Activity ▸ Search the records below for the line containing "Annotate this map: name". Write out that line and every line after it exactly as written.

Information supplied ▸
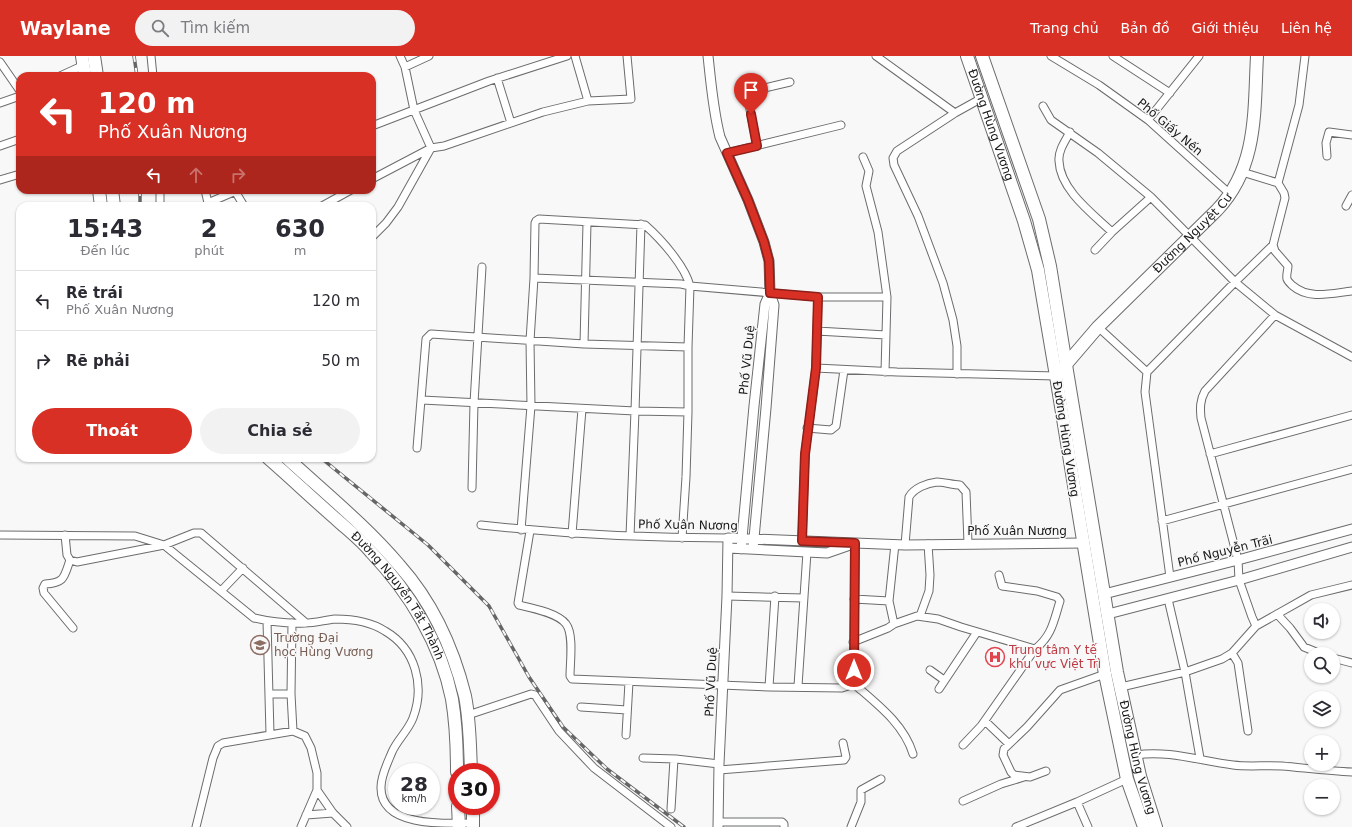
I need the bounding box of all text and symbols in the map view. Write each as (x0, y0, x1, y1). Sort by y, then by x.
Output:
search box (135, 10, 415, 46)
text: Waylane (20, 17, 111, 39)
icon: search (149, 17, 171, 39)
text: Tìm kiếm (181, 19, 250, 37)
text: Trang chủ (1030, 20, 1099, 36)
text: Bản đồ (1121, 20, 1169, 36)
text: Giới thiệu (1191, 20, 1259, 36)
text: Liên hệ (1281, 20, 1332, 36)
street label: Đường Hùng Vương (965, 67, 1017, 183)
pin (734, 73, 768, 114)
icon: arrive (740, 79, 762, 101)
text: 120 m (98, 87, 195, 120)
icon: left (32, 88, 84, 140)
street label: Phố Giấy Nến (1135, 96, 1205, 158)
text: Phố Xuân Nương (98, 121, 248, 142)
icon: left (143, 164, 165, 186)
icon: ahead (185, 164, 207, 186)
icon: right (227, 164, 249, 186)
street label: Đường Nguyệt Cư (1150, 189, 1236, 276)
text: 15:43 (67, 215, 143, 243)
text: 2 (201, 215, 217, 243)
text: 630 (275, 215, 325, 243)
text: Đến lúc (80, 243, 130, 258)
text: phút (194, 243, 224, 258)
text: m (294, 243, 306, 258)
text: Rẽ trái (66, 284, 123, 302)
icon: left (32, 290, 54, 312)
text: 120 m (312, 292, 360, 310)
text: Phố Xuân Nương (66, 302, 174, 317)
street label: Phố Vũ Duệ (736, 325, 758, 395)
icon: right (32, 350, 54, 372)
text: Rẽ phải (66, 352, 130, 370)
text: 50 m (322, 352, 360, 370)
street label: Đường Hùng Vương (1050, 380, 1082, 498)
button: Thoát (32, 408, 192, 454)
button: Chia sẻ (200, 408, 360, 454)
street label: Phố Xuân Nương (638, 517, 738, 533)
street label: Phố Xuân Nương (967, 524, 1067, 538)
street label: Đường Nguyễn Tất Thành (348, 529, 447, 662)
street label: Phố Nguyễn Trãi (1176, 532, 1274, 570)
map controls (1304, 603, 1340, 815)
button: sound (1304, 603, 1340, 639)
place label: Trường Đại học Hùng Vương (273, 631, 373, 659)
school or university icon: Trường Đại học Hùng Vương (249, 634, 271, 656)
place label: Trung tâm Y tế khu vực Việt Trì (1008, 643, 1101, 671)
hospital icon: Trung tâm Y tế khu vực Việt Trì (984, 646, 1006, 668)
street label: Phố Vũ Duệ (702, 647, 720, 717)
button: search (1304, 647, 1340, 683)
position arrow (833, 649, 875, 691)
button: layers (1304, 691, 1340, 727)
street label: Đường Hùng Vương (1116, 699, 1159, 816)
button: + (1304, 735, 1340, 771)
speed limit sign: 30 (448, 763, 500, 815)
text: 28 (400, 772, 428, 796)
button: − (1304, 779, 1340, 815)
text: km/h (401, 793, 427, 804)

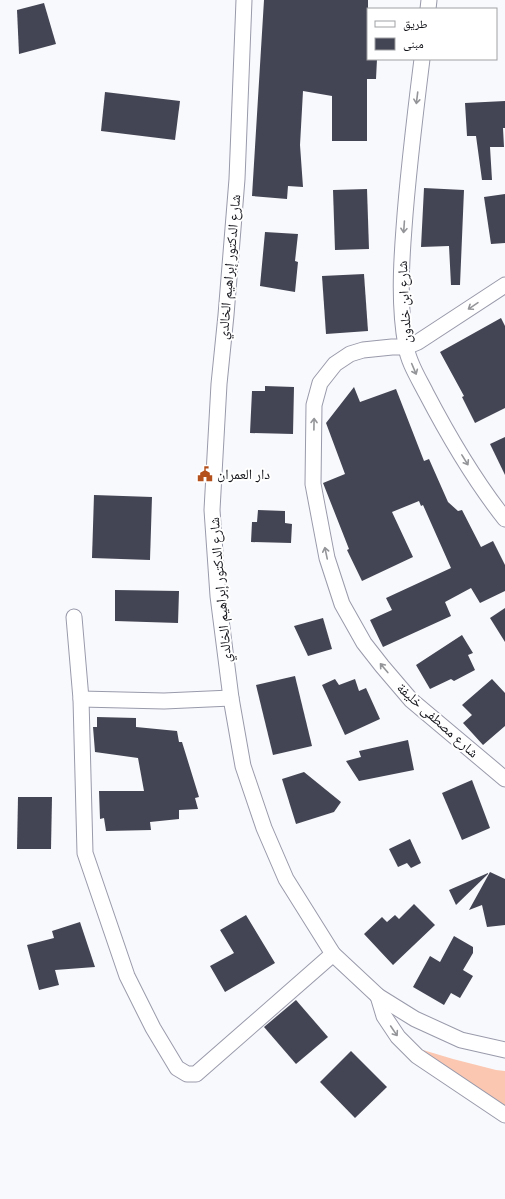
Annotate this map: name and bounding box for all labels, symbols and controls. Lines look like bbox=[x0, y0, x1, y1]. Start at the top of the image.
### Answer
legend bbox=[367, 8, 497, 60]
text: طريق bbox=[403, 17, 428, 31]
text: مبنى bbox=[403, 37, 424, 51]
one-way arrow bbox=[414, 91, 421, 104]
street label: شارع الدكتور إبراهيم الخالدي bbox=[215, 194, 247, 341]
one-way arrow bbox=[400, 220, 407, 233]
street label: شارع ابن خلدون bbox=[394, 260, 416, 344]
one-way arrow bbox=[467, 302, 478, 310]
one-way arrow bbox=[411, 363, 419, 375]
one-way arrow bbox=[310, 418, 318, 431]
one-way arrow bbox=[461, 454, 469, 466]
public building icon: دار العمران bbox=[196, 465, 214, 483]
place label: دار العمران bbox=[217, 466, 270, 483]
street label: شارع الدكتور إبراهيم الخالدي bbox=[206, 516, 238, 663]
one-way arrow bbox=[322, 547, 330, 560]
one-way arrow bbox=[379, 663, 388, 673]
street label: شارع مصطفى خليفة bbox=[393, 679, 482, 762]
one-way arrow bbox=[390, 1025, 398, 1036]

The completed task ▸
Annotate this map: name and bounding box for all labels, symbols and controls. Lines look like bbox=[x0, y0, x1, y1]. Start at the top of the image.
### Answer
legend bbox=[367, 8, 497, 60]
text: طريق bbox=[403, 17, 428, 31]
text: مبنى bbox=[403, 37, 424, 51]
one-way arrow bbox=[414, 91, 421, 104]
street label: شارع الدكتور إبراهيم الخالدي bbox=[215, 194, 247, 341]
one-way arrow bbox=[400, 220, 407, 233]
street label: شارع ابن خلدون bbox=[394, 260, 416, 344]
one-way arrow bbox=[467, 302, 478, 310]
one-way arrow bbox=[411, 363, 419, 375]
one-way arrow bbox=[310, 418, 318, 431]
one-way arrow bbox=[461, 454, 469, 466]
public building icon: دار العمران bbox=[196, 465, 214, 483]
place label: دار العمران bbox=[217, 466, 270, 483]
street label: شارع الدكتور إبراهيم الخالدي bbox=[206, 516, 238, 663]
one-way arrow bbox=[322, 547, 330, 560]
one-way arrow bbox=[379, 663, 388, 673]
street label: شارع مصطفى خليفة bbox=[393, 679, 482, 762]
one-way arrow bbox=[390, 1025, 398, 1036]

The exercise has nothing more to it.